Published in A&B Computing 2.07

This is an adventure designer program for disc users only. The program is copy-protected which means that you must swap program and data discs frequently if you are working with a single disc drive. All data entered are kept in random access files which means that game size is limited only by disc capacity. The disadvantage is that, when the game is run, the disc is accessed after every input which makes for slow running.

The program was written as part of a Youth Training Scheme project and one must give the authors full marks for programming effort even though the end product leaves something to be desired.

The first problem is that the documentation is of much poorer standard than the program coding. One is not told what style of adventure game the program runs, nor which functions are supplied by the standard program (surprisingly few it turns out) and which you have to write yourself. There is also no sample adventure provided, so the only way you can find out how it works is by writing a small sample game of your own. A blank disc must be dedicated to each game which must be initialised. You must commit yourself at the very start to the number of locations, objects etc when this is done. You then find that you must define people who can be friends or enemies and have varying strength. When objects are defined they are given strength, weight and volumne. A standard list of verbs is provided but you can make additions. When the locations are defined you must indicate where exits lead (i.e. to what other numbered location) and what type they are: e.g. locked door.

Each stage involves elaborate interactive programming with well-designed screens, and decisions are automatically saved to disc.

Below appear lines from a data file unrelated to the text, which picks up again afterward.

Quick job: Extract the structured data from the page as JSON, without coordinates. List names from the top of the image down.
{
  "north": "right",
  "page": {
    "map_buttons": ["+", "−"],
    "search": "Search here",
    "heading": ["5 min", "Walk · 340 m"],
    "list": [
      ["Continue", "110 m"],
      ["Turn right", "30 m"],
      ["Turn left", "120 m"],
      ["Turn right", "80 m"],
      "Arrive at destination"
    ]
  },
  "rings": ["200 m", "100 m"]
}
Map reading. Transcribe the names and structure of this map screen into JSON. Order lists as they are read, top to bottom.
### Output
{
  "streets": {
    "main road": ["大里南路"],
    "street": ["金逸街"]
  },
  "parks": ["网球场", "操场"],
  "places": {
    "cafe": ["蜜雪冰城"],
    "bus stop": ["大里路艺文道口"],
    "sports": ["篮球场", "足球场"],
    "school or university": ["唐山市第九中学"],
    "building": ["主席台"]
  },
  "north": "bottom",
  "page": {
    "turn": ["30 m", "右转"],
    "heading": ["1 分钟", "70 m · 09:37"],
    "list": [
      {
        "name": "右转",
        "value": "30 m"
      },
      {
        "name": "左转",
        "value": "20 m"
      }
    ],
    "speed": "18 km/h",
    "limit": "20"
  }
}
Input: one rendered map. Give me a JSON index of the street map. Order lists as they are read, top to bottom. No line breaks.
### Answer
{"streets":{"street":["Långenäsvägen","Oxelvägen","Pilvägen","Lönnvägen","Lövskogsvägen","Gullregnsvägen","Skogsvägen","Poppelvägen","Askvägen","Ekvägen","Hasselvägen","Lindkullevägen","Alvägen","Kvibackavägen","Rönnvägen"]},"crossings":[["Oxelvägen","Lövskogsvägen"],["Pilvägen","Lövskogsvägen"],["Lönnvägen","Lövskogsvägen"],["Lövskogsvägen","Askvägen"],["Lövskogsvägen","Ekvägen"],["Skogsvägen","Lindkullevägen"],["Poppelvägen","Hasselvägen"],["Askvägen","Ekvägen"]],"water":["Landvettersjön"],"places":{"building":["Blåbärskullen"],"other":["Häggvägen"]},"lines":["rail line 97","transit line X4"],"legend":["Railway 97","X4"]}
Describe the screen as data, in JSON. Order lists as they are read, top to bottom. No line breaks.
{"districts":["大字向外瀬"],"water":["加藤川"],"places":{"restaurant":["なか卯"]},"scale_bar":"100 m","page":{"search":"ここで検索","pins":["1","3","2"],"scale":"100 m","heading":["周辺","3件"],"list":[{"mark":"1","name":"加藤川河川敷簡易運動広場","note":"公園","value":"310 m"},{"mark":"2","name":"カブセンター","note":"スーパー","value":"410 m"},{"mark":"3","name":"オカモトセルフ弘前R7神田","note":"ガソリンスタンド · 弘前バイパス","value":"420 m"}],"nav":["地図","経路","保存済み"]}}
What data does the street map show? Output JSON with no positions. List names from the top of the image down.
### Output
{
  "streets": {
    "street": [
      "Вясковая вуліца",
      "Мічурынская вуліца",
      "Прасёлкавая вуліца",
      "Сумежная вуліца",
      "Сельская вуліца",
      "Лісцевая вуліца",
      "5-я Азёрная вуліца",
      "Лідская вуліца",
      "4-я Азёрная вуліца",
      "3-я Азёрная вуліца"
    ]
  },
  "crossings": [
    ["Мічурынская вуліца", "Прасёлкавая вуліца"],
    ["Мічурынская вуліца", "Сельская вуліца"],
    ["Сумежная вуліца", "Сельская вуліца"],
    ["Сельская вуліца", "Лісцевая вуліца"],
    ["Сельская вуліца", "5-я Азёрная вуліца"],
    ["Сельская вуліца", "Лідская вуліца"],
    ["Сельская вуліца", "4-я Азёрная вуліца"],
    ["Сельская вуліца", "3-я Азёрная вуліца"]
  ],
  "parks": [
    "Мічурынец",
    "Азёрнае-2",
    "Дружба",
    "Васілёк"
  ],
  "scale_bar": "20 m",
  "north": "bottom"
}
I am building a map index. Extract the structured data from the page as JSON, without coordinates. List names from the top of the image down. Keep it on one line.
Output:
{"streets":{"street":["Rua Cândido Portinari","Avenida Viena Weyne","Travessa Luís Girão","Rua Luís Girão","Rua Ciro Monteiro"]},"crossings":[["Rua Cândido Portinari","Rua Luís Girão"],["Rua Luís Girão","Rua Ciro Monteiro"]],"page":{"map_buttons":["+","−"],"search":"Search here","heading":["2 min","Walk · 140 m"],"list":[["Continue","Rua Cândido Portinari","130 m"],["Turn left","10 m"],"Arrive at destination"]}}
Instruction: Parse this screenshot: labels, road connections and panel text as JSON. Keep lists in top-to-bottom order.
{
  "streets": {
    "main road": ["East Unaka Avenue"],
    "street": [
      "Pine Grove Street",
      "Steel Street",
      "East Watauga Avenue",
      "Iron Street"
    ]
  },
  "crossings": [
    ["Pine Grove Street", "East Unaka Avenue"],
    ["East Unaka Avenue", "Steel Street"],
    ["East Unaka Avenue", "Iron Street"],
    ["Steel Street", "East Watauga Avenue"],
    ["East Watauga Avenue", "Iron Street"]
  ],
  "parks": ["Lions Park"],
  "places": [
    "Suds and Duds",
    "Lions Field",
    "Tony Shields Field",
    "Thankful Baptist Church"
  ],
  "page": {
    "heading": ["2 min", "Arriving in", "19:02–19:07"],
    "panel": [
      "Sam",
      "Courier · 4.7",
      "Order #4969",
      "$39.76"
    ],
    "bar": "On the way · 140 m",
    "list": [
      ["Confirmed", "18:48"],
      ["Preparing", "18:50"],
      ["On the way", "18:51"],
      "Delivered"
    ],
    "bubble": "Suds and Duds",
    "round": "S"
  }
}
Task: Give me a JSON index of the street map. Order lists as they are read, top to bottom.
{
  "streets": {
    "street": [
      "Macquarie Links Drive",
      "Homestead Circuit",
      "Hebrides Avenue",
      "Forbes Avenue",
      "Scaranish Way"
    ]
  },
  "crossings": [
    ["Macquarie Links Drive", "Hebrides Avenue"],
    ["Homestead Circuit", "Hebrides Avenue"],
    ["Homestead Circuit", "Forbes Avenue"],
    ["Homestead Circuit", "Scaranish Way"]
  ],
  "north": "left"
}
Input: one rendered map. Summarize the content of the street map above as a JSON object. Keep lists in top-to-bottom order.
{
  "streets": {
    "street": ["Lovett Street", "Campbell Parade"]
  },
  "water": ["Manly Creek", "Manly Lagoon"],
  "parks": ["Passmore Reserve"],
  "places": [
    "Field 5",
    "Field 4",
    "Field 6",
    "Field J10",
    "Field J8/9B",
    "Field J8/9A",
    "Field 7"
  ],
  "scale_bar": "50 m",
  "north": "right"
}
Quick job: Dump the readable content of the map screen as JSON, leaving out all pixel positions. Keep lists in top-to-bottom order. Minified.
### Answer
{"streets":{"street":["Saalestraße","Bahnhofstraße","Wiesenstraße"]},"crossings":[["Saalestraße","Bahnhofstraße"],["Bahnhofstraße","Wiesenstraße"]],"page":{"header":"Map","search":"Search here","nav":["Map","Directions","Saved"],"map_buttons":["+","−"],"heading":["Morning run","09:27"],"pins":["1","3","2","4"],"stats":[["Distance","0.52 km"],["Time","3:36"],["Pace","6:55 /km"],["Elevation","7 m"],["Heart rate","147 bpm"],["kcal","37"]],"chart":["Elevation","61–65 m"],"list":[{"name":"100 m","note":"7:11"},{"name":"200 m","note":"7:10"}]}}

There is an error detecting routine which can be run before you design the puzzles. Once you start writing puzzles then you cannot change any objects, locations, etc. The puzzle writer involves a complex series of menus and options. For example, you can specify that only objects under a certain weight can be carried and that people over a given strength will kill you, etc.

Enormous efforts have been expended to prevent the user needing to write a line of Basic. Unfortunately, this carries a heavy toll of inflexibility. You must effectively design the game entirely on paper before entering it - later changes of mind are difficult or impossible to implement. My own experience of writing adventures suggests that one can only get a real feel for an adventure by running it and that the puzzle quality must be checked by field testing on friends, so I feel this is a serious limitation.

In summary, a well-written program but one which is very complicated to use and provides little flexibility for changes of mind or correction of mistakes. The package would be greatly improved by superior documentation and supply of a second disc with a good sample adventure demonstrating the facilities available. The package is priced low at present so the market should be able to bear the additional cost.